*** EXTRACTED MATERIAL ***

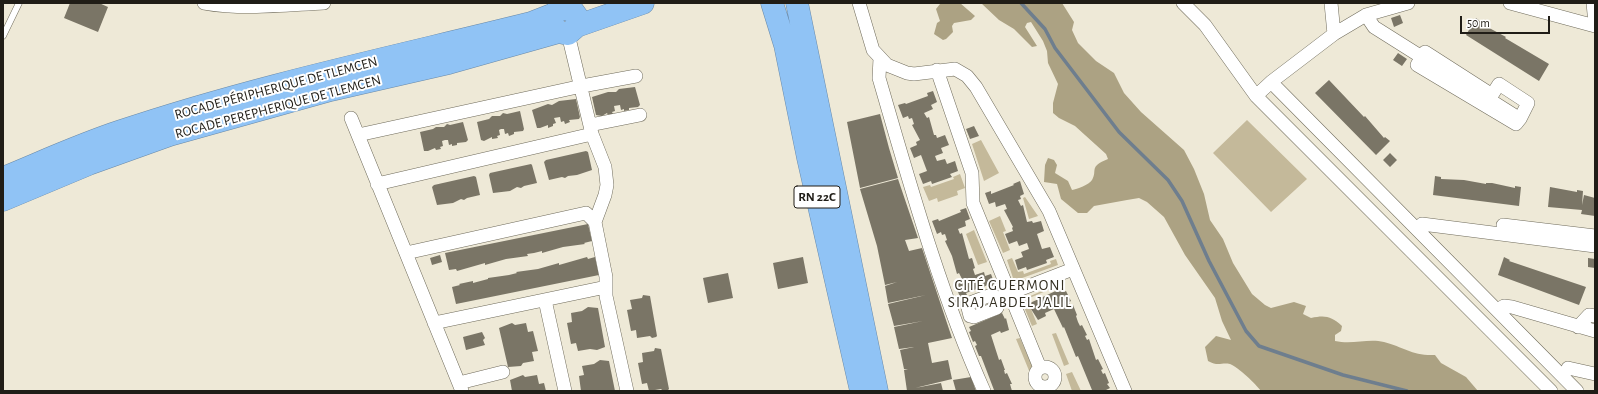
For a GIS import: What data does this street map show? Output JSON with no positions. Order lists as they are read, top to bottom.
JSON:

*** End of EXTRACTED MATERIAL ***
*** EXTRACTED MATERIAL ***

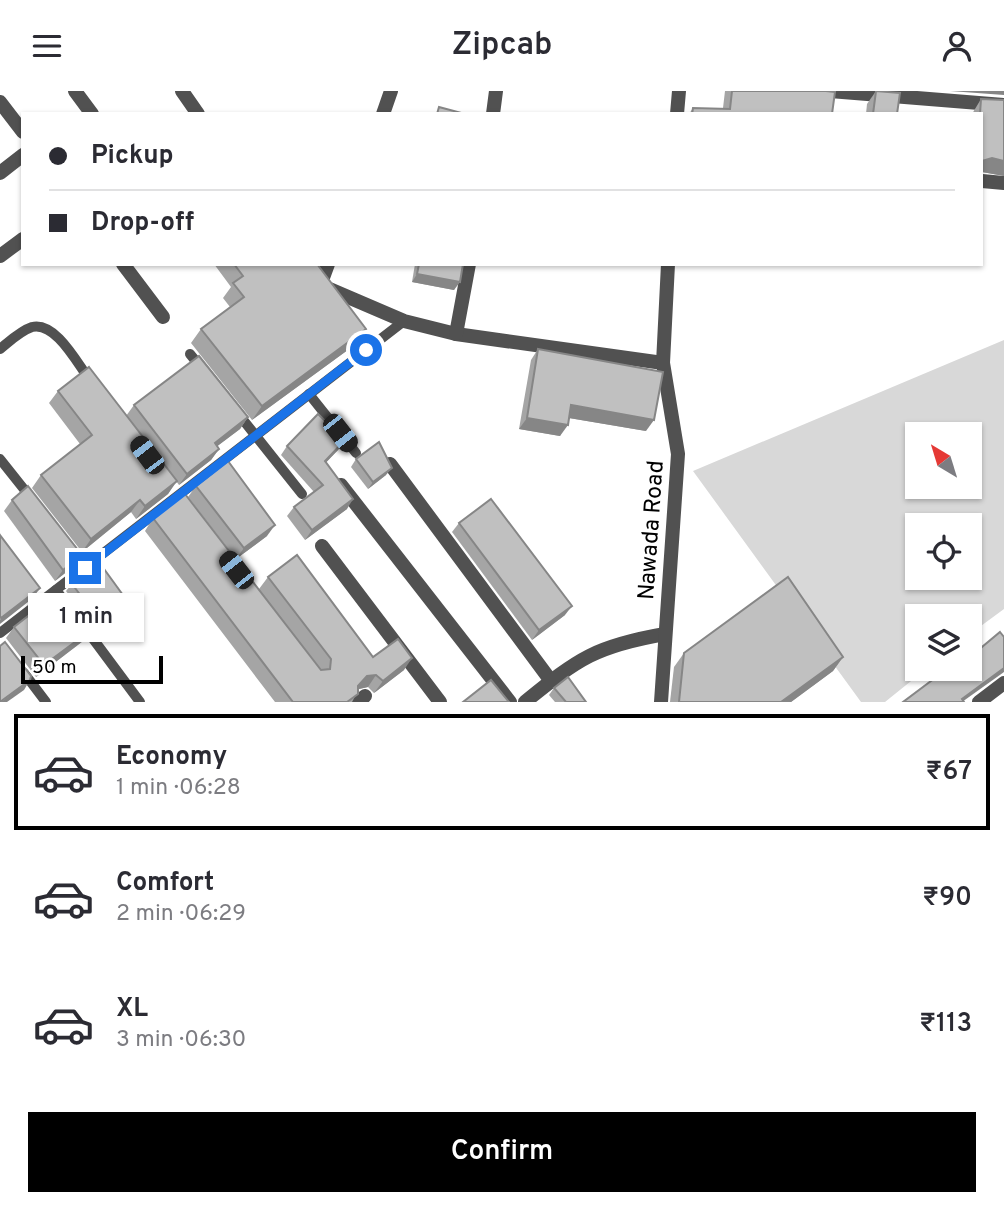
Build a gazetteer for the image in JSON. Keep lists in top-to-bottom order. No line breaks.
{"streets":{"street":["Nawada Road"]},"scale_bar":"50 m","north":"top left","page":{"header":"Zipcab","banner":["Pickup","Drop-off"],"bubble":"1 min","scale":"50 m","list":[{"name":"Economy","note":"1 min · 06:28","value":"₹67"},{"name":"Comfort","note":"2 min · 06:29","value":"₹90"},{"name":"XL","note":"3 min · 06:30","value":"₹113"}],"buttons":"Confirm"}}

*** End of EXTRACTED MATERIAL ***
*** EXTRACTED MATERIAL ***

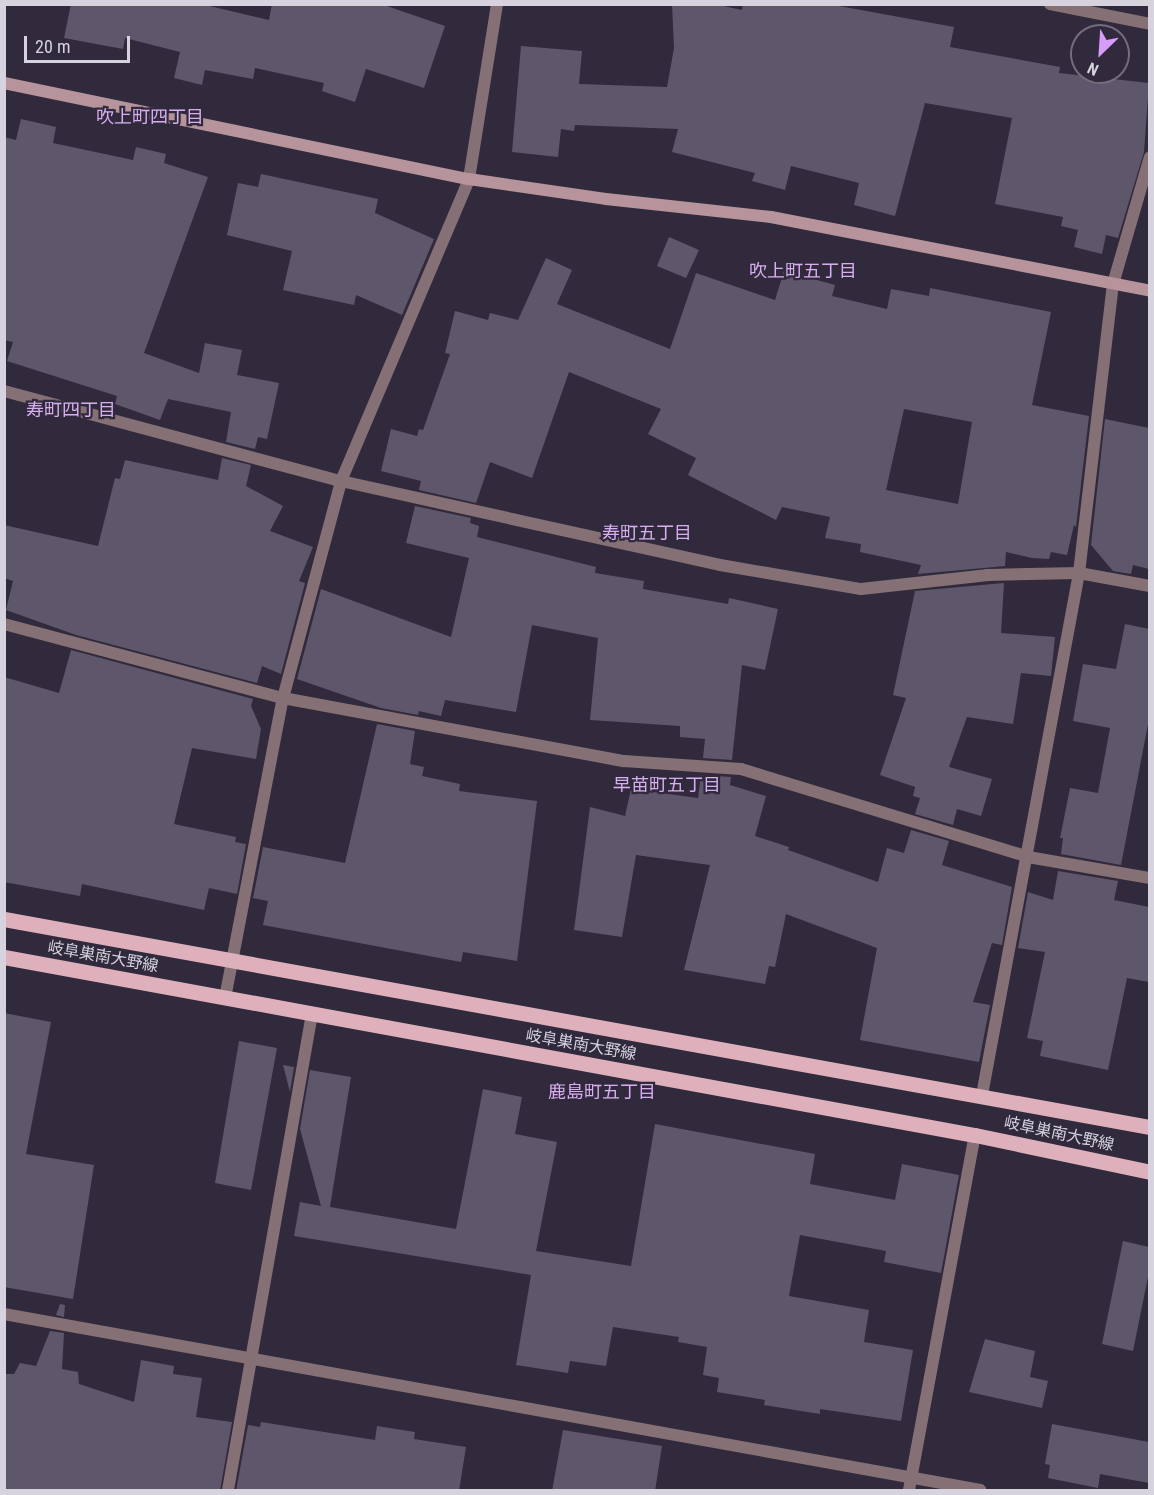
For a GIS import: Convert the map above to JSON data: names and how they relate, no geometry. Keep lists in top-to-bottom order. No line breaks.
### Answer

*** End of EXTRACTED MATERIAL ***

> [WHAT IS BEING ASKED]:
Using only the data above, copy out the lines that include the word "import".

> [EXERCISE RESULT]:
For a GIS import: What data does this street map show? Output JSON with no positions. Order lists as they are read, top to bottom.
For a GIS import: Convert the map above to JSON data: names and how they relate, no geometry. Keep lists in top-to-bottom order. No line breaks.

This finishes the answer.